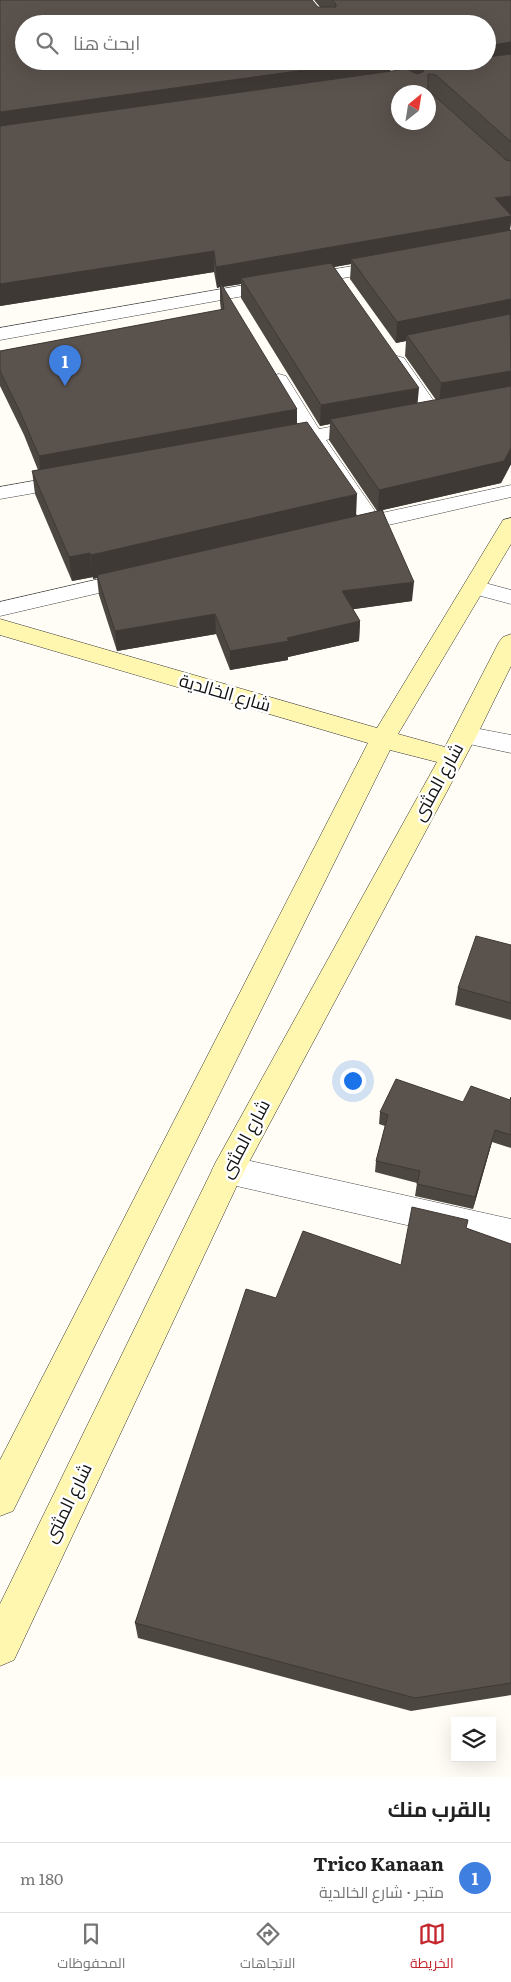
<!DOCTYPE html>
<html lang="ar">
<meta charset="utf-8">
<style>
body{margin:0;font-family:Literata,Cairo,serif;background:#f6f6f6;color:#222;direction:rtl}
.controls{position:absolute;right:15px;bottom:15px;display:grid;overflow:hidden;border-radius:0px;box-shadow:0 5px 20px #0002}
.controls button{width:45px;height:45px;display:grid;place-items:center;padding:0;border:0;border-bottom:1px solid #e0e0e0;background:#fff;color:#222;font:25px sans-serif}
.compass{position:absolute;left:391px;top:85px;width:45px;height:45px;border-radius:50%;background:#fff;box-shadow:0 5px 20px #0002;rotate:30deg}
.you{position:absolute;left:352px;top:1080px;width:18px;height:18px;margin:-12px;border:4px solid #fff;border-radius:50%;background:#1a73e8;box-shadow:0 0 0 8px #1a73e833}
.badge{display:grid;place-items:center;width:32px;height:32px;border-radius:50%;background:#c4262e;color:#fff;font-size:16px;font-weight:700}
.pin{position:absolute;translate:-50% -41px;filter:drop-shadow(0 1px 2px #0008)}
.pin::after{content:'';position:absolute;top:26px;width:18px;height:15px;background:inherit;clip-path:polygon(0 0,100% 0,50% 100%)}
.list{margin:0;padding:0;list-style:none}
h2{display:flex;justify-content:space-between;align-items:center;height:65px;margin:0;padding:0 20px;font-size:21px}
h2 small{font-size:16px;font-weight:400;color:#767676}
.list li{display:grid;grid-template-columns:32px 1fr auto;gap:15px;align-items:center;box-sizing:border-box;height:70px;padding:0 20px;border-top:1px solid #e0e0e0}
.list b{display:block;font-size:19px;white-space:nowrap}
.list p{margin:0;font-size:16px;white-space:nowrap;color:#767676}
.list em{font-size:16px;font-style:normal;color:#767676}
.icon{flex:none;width:28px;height:28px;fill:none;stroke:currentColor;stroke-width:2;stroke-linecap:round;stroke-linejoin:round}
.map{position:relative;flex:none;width:511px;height:1777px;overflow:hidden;direction:ltr}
.search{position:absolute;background:#fff;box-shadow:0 5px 20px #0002;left:15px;right:15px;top:15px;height:55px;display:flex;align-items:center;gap:12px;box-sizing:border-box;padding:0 18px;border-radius:28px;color:#767676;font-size:19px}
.sheet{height:135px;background:#fff}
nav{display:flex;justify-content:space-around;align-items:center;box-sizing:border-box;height:70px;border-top:1px solid #e0e0e0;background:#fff;font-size:14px;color:#767676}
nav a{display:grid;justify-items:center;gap:2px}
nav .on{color:#c4262e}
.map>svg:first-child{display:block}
</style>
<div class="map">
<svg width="511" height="1777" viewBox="0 0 511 1777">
<rect width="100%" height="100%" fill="#fffdf5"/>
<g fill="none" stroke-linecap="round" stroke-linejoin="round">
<g stroke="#444" stroke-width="1">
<g id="street">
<polygon points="373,61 390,61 414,78 429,92 413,92"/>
<polygon points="387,260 393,261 396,265 393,269 0,340 0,328"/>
<polygon points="397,356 404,358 440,410 443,414 440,418 433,420 426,418 387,362 390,358"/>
<polygon points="279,374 286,376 319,429 367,420 374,422 377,426 374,430 326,440 377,514 511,485 511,497 349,534 341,532 338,527 341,522 359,518 307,443 279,448 272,446 269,442 272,438 300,432 269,380 272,376"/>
<polygon points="72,474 80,475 83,480 80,485 0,499 0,487"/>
<polygon points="134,571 142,573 145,578 142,583 0,616 0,602"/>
<polygon points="474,580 511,590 511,604 466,592 463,587 466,582"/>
<polygon points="464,726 511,735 511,753 455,741 451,735 455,729"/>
<polygon points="228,1156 511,1219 511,1249 228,1184 217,1180 212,1170 217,1160"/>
</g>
</g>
<g stroke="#333" stroke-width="1">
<polygon id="secondary" points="511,518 511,544 398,734 445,747 499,642 503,637 511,634 511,666 477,735 240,1179 14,1660 0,1666 0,1604 217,1160 437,762 390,750 13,1511 0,1516 0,1460 368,743 0,635 0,619 377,728 500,525 503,520"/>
</g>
<use href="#street" fill="#fff" fill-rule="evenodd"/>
<use href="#secondary" fill="#fff6b0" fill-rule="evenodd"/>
</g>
<g fill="#4d4742" fill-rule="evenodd">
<path d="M0 0 318 7H320L314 0H511V222L510 230H511V464L501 483 383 510 412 601 353 609 360 621 359 641 288 657V660L230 670 216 634 117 651 99 595 97 578 93 579V577L72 581 35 494 32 471 38 470 24 435 0 386V351L221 310 220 302V287L217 288 214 272 0 306ZM24 24H487V61H393L404 70 390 72 391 61ZM351 264 350 279 396 343 406 341 405 356 436 400 417 403 334 267ZM241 284V298L320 426 330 424 329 440 377 511 356 516 297 423 223 287Z"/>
<polygon points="511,945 511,1020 455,1005 458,988"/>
<polygon points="511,1097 511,1148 492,1142 473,1209 415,1196 417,1183 375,1172 376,1161 385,1126 379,1124 380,1112 463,1102 510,1100"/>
<polygon points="468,1220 466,1228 511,1244 511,1695 411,1711 138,1638 135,1623 276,1298 401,1265"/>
</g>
<g fill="#3f3936">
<polygon points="511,42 511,61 412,75 412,61 487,61 487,46"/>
<polygon points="370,61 391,61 390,78 0,132 0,112"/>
<polygon points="511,196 511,222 509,236 351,259 351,264 244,283 241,278 241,284 221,287 220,282 220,287 217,288 216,267 495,198"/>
<polygon points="214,251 214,272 0,306 0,284"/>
<polygon points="511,299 511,319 407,335 406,341 396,343 397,322"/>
<polygon points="511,371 511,389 439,404 441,383"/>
<polygon points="419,388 417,409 330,419 330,424 320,426 321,405"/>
<polygon points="297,409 297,431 41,478 39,456"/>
<polygon points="511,448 511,464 501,483 378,511 379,490"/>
<polygon points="357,494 356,518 97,575 97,578 93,579 91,555"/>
<polygon points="90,553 93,577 72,581 69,557"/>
<polygon points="414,582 412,601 341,611 342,591"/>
<polygon points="215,614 216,634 117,651 115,631"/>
<polygon points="360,621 359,641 288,657 288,660 230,670 230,651"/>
<polygon points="495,1130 492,1142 473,1209 475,1197"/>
</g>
<g fill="#5a524d" stroke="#3f3936" fill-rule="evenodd">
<polygon points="0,0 312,0 318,7 336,7 336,4 332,0 511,0 511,42 487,46 487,24 24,24 24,61 370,61 0,112"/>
<path d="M511 54V142L436 75 428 74V90L506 160 511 161V196L495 198 511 215V216L216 267 214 251 0 284V126L406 69 417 74 423 72 426 66 459 61H487V57ZM398 92H428V122H398Z"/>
<polygon points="511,230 511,299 397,322 351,259"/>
<polygon points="331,263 419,388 321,405 241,278"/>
<polygon points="220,282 297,409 39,456 21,414 0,371 0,351 224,309"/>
<polygon points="510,314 511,371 441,383 407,335"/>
<polygon points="511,386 511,448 504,461 379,490 330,419"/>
<polygon points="307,422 357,494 91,555 90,553 69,557 32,471"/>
<polygon points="382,510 414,582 342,591 360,621 287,638 289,641 230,651 215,614 115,631 97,575"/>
<polygon points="476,936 511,945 511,1003 458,988"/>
<polygon points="396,1079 463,1102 471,1086 510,1100 511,1097 511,1135 495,1130 475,1197 417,1184 420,1171 376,1161 388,1115 380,1112"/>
<polygon points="412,1207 468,1220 466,1228 511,1244 511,1683 415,1698 135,1623 246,1289 276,1298 303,1231 401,1265"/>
</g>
<g text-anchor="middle" stroke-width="5" stroke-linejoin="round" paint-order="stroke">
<g font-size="18" fill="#111" stroke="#fff">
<text transform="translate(225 693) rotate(16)" y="6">شارع الخالدية</text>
<text transform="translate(438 782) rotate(-61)" y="6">شارع المثنى</text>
<text transform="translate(245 1139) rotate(-62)" y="6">شارع المثنى</text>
<text transform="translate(68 1503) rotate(-64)" y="6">شارع المثنى</text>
</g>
</g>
</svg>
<div class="controls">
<button><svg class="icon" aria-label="layers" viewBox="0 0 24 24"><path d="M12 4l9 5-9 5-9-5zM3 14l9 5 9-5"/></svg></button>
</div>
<svg class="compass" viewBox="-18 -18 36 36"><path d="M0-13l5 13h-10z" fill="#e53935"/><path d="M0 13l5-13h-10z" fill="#767676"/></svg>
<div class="you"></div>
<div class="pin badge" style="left:65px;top:386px;background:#3f7fe0">1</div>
<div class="search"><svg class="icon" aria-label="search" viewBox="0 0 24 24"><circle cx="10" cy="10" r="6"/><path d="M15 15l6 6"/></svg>ابحث هنا</div>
</div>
<section class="sheet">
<h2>بالقرب منك<small></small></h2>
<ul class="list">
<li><span class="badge" style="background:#3f7fe0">1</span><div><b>Trico Kanaan</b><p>متجر · شارع الخالدية</p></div><em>180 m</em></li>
</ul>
</section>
<nav>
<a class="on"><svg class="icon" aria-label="map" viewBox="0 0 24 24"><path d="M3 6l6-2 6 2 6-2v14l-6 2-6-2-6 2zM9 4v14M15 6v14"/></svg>الخريطة</a>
<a><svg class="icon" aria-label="directions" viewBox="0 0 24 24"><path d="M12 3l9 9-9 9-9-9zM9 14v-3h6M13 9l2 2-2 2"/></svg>الاتجاهات</a>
<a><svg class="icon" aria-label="saved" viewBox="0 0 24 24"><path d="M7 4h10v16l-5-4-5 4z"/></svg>المحفوظات</a>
</nav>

# [What to do]
Line count for "compass": give the number of lines in the data above that include it, and nothing else.

# [Reply to the exercise]
2